I have 13 minutes left in my lunch break, and I decided that I am going to write a blog post even though I'm OCD and ADHD and perfectionistic and still finishing my lunch of left over pot-stickers. I have missed writing--it is something I do for me, but I also agonize over it. You could say writing and I have a love-hate relationship.
I'm finally coming to realize I'm going to have a baby. The end of denial is a scary thing. It's even worse when it happens in a public place: I stood next to Jay in a store to register for "things I want," scanner in hand, looking at rows upon rows of bottles, sippy cups, pacifiers, and bouncers, and my calm, I-can-do-this facade came crashing down. How on earth could I raise a baby when I have no idea what bottles to buy or how many or what the heck a nursing pad is? I think I numbly scanned a bunch of plain white onesie packs, a couple of pacifiers, and then stood there staring blankly at pack and plays for at least 10 minutes. I laughed (but cried a little inside) at the irony of a registry--I decided that anyone kind enough to buy me a gift probably has a much better idea of what I need than I do.
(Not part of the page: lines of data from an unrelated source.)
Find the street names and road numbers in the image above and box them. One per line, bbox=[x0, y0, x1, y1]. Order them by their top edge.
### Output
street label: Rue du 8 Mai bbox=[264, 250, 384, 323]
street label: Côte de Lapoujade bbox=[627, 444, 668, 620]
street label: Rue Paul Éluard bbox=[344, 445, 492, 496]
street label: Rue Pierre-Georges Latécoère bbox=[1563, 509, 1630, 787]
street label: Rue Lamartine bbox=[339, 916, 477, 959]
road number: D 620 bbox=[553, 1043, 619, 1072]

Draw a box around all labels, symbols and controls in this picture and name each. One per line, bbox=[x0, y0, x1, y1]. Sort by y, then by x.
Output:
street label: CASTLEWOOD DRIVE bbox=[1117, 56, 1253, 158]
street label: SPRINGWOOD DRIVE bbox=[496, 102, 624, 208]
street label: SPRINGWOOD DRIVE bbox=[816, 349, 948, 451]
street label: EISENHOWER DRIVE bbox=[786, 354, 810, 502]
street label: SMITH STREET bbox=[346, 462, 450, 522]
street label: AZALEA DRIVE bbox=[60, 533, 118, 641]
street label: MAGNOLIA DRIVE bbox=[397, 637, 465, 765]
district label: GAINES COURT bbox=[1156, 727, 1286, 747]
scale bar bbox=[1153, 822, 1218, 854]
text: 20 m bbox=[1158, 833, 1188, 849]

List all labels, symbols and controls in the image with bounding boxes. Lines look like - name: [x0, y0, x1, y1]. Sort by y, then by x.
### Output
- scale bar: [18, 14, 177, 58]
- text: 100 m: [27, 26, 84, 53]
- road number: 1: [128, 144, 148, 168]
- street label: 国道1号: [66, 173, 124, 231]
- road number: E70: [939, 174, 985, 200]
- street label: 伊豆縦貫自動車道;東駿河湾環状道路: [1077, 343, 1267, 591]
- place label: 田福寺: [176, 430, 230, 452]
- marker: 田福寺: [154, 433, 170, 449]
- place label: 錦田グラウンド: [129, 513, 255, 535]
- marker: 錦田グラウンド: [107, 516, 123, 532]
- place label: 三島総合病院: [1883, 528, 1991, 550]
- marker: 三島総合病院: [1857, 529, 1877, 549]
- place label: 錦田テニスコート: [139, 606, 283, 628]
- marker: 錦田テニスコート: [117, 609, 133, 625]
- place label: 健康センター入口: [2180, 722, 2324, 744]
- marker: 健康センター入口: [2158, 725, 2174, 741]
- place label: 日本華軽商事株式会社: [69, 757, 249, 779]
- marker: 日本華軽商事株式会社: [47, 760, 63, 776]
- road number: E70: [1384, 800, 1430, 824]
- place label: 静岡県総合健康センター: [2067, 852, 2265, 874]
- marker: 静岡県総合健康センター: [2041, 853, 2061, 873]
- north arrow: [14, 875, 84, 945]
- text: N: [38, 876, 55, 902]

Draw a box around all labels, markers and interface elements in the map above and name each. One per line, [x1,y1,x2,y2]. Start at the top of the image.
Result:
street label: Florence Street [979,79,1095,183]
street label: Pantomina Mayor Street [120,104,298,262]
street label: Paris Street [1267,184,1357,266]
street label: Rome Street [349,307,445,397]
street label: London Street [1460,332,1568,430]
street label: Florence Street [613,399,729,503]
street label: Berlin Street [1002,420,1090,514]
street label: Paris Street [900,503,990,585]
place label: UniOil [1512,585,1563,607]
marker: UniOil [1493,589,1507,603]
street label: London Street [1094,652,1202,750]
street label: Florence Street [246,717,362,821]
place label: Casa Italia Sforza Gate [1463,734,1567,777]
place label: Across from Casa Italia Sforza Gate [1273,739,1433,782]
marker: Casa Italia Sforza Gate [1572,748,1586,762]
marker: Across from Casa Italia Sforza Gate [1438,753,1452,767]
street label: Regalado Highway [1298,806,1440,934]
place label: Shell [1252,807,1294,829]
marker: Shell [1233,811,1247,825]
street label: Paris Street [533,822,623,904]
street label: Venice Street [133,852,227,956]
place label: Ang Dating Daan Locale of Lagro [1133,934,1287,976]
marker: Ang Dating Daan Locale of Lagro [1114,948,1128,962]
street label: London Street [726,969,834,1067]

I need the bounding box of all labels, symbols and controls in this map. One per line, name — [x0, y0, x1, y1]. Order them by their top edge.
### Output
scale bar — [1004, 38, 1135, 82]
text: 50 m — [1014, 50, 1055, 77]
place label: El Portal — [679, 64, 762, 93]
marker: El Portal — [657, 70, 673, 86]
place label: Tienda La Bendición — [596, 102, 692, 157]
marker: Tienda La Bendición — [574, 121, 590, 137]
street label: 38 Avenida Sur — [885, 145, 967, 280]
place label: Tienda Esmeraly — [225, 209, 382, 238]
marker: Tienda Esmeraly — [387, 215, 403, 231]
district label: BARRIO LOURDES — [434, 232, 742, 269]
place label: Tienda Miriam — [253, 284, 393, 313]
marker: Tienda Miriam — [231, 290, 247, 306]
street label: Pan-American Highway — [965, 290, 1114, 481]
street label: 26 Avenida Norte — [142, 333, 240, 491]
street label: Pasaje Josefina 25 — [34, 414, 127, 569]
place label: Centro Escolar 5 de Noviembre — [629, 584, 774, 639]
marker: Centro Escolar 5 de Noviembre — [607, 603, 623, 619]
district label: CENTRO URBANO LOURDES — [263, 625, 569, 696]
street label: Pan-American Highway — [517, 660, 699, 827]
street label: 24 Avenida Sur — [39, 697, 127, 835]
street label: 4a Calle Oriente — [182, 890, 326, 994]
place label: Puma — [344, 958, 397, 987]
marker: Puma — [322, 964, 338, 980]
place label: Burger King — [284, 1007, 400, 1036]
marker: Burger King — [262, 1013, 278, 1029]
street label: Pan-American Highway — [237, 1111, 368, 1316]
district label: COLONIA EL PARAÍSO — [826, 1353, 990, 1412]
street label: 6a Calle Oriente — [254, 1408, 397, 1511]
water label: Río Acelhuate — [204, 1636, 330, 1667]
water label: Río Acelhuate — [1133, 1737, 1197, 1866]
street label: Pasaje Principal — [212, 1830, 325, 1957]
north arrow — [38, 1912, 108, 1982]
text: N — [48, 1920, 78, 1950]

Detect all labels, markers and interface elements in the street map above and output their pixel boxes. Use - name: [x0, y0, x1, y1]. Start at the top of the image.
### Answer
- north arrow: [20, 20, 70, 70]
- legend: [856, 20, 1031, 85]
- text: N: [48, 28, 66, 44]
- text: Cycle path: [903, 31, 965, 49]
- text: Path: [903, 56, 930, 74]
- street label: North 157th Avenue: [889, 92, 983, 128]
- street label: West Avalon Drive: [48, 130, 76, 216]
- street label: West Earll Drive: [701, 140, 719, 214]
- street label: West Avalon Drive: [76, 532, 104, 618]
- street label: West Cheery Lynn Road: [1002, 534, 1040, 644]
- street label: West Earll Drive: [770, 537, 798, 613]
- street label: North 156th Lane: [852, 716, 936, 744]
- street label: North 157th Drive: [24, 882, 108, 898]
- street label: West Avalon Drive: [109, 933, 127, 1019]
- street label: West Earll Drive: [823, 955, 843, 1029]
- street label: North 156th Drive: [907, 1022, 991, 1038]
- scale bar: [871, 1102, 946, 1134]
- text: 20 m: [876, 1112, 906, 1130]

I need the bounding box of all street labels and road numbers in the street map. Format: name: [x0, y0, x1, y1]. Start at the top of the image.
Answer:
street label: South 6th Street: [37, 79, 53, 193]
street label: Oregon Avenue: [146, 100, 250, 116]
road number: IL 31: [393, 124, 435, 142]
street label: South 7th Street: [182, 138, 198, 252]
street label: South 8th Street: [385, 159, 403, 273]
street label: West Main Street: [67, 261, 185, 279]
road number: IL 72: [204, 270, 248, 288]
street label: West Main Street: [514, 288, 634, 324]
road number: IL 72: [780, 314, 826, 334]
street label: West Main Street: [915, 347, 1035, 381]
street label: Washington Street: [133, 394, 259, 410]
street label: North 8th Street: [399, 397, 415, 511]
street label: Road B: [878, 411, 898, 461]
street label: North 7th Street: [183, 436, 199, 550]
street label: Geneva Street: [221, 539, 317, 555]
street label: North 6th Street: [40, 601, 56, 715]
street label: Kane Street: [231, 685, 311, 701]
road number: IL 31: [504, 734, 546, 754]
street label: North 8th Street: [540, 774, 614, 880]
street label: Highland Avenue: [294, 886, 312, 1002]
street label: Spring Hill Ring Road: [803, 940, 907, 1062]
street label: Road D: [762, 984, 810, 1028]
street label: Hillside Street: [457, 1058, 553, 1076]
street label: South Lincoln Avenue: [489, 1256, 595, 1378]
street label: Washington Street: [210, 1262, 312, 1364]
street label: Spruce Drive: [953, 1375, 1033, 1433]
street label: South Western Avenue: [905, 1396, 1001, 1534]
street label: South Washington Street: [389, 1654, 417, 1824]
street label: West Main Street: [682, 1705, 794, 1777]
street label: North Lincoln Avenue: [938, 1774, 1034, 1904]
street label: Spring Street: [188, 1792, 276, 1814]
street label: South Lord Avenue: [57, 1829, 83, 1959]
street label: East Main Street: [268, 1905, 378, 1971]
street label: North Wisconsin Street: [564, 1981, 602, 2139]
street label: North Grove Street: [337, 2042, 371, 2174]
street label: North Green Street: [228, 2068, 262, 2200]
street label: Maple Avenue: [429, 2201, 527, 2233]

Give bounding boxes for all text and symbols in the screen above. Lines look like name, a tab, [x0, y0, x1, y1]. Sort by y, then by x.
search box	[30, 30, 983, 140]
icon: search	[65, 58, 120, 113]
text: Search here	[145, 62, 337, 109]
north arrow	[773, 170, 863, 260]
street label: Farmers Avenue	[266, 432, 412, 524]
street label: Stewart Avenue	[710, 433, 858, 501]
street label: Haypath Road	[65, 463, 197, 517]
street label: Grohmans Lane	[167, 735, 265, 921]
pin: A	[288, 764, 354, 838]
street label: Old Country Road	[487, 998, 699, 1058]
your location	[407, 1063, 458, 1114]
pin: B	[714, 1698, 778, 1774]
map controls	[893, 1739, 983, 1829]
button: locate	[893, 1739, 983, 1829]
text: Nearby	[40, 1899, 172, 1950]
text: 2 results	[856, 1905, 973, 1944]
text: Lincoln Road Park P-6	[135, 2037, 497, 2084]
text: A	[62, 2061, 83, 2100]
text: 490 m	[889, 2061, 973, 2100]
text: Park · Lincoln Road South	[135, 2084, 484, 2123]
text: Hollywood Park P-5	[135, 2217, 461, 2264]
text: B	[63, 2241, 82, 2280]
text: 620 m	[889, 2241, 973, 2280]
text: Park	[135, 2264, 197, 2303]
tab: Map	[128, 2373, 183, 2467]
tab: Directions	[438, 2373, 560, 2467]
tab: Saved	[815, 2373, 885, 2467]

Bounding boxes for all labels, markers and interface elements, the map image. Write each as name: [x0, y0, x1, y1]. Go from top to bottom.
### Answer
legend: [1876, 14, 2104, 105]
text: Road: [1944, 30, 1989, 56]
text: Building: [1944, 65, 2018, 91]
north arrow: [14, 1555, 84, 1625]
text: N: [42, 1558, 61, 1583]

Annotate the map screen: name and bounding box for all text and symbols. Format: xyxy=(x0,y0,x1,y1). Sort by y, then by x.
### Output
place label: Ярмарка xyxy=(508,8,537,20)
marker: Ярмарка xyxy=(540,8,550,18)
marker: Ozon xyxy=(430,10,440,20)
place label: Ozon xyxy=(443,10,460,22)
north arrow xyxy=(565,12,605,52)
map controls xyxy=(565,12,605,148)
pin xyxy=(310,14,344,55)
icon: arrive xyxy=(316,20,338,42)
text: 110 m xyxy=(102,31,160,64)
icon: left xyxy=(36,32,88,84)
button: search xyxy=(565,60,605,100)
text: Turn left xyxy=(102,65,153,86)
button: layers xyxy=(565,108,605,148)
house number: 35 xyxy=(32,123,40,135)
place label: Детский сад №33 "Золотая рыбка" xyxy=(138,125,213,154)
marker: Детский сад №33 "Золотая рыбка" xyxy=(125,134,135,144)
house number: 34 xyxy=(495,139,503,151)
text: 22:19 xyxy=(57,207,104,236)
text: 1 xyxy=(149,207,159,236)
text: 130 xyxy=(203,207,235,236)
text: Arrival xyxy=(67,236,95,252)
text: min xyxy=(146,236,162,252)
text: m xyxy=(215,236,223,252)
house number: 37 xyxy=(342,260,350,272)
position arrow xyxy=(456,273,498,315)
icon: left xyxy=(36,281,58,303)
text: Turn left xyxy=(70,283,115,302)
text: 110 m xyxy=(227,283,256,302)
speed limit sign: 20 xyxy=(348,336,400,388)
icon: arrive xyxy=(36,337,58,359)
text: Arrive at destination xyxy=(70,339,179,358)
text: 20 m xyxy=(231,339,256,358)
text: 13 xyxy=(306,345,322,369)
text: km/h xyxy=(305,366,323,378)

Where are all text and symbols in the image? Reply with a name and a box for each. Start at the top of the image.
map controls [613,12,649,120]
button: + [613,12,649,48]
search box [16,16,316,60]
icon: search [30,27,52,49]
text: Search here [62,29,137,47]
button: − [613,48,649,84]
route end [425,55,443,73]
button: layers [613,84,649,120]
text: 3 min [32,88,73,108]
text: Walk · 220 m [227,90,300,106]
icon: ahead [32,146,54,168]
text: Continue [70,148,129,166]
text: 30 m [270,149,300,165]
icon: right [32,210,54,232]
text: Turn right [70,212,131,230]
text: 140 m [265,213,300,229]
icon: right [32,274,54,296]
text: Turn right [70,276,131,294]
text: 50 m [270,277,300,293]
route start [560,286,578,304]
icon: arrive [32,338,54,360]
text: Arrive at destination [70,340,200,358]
I have less than two months left, and I'm trying to cram in all the things I should have done months ago that I didn't feel urgency about because of blissful denial. We're touring the hospital tonight, and I'm resolving to read a couple birth/baby books before the month is over. One way or another, though, it's going to happen. I won't be perfect and won't know what's going on (my control freak-iness is really pinging over that one), but it's going to be okay.
I'm so excited to be a mom.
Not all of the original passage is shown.